Jane Ambrose, a talented musician, is murdered, and the plot revolves around the surprisingly numerous suspects for such a kind and talented woman. As a music tutor to Princess Charlotte, her connections to the royal family have placed her in a precarious situation. Her husband may also have had a reason to kill her. Her brother and a dear friend have been imprisoned for their writings against not only the Prince Regent, but against much of the Tory ideology, but even the Whigs may have been willing to sacrifice lives at the political alter. Jane may have overheard something at the homes of one of her pupils that has to do with smuggling and the French. On and on, there are suspects and possible motives.
Sebastian St. Cyr, Viscount of Devlin, becomes involved in Jane's death because his wife Hero discovered the body. So...there is the basic plot. Sebastien and Hero visit suspect after suspect, all of whom deny murdering Jane.
It is interesting to see, in the context of fiction, the way Jane's life has been restricted and hemmed in by the strictures of society. A brilliant musician, Jane is reduced to becoming a tutor for children because women were not allowed to perform. Her art has been censored by social norms, not by law. Her husband can beat her, and she has little recourse. Divorce was legally possible, but not an option for most women because husbands would take their children.

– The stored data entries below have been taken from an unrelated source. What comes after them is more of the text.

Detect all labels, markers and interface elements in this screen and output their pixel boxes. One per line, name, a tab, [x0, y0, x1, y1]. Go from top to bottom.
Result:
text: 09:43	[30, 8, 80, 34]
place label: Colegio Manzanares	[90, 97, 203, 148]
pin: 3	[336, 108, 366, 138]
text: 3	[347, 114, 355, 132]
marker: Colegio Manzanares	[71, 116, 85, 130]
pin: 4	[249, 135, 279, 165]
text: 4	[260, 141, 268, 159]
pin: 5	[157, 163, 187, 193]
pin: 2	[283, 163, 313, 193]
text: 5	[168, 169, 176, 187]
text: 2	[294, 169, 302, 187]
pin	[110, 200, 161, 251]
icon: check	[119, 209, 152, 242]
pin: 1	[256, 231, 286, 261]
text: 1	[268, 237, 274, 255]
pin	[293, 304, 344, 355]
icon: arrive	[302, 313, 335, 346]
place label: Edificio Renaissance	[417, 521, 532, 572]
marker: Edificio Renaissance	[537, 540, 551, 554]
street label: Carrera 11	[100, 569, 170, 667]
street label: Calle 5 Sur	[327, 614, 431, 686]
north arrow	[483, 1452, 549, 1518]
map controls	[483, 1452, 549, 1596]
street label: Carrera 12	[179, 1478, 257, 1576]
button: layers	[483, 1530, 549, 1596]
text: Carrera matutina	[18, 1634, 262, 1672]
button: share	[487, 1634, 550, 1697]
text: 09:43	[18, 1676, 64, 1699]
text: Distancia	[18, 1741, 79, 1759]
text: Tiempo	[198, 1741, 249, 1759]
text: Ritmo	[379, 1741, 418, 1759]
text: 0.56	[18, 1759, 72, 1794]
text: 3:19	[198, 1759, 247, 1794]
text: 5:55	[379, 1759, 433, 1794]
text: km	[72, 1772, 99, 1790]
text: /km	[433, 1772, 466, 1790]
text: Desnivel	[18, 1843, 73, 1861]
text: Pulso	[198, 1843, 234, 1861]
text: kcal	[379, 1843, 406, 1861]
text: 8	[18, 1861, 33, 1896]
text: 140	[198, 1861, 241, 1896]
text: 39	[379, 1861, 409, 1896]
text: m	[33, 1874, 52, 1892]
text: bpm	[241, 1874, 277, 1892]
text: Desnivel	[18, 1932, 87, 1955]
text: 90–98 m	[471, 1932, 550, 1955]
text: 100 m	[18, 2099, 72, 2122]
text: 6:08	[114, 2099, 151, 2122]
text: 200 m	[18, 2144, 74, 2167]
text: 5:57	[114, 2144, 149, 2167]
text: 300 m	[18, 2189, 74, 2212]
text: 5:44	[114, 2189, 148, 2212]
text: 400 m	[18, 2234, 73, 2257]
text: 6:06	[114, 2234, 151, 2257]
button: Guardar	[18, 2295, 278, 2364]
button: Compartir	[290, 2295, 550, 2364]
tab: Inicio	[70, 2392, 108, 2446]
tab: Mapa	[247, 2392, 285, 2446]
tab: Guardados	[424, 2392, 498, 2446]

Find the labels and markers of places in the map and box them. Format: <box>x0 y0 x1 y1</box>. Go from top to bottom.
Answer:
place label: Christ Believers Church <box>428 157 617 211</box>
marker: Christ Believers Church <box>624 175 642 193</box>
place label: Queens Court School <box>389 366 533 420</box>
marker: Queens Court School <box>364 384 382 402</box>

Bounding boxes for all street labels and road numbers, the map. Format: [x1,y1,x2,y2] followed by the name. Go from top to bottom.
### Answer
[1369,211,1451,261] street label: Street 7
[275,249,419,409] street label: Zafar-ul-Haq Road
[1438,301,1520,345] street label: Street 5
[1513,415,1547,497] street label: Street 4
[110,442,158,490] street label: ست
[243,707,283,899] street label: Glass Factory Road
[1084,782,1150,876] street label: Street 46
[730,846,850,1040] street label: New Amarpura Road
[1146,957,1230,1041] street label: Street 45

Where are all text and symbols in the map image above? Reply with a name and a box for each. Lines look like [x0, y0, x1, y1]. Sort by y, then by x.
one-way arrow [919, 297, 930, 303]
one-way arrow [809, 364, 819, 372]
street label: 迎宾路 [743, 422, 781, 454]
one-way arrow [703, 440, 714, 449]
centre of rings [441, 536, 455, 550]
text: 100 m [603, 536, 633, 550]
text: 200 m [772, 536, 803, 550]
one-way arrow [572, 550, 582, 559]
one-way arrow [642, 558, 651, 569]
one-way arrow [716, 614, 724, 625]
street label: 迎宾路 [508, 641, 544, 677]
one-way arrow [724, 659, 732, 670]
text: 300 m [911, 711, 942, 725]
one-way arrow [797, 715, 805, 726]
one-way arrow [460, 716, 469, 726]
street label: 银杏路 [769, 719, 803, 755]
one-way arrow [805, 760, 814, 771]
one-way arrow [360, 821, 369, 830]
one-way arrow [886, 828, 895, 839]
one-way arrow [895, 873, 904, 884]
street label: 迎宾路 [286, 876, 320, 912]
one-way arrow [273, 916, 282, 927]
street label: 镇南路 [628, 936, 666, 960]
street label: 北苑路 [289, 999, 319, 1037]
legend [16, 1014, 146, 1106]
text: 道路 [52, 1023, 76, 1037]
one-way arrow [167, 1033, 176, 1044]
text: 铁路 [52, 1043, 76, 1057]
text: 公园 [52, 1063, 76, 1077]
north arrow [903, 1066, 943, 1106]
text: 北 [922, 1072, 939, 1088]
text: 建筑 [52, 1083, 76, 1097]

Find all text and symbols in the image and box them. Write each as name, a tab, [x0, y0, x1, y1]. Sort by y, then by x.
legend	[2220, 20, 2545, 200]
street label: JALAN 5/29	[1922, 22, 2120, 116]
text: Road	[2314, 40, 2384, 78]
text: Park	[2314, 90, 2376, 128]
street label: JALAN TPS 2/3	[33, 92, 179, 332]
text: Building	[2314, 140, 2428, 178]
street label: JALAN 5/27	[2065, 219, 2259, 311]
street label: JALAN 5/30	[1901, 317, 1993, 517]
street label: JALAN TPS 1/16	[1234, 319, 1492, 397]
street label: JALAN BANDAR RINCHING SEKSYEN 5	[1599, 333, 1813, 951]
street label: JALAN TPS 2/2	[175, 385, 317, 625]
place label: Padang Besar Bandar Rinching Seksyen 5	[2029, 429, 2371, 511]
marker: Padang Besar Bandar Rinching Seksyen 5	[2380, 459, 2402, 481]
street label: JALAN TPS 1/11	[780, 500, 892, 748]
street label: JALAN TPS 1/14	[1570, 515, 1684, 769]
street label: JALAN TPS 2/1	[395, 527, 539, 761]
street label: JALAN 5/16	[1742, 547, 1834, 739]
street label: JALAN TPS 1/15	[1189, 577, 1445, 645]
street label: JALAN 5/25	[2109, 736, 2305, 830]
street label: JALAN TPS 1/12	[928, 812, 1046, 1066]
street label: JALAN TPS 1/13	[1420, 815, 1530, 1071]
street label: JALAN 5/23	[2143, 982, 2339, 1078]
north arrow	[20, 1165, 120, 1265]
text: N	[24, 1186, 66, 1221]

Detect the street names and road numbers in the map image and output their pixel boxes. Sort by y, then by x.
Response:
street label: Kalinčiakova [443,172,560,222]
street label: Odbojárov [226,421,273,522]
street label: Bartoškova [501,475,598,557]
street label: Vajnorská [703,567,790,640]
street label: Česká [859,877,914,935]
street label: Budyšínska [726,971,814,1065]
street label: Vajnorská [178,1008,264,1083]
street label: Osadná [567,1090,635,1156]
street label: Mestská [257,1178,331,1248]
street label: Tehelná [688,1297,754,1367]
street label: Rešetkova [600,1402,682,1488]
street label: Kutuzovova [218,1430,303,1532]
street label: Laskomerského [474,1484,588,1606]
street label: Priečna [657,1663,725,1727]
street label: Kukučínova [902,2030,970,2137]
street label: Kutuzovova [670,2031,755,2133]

I was reminded of the book Censored: A Literary History of Subversion and Control which I read in January and in which there is a section on Frances Burney, whose writings were stifled and controlled by her father and her mentor because writing for the stage was considered inappropriate for women.
Interesting aspects of this historical mystery include the corruption of the court and politics, the common people and the poor who were neglected or used as cannon fodder, and the fact that no mattered how intelligent or how talented, women were confined by the dictates of a male dominated society. As a Sebastian St. Cyr mystery, however, I found it much slower than previous novels.
Read in April; blog review scheduled for May 4
Historical Fiction. April 3, 2018. Print length: 368 pages.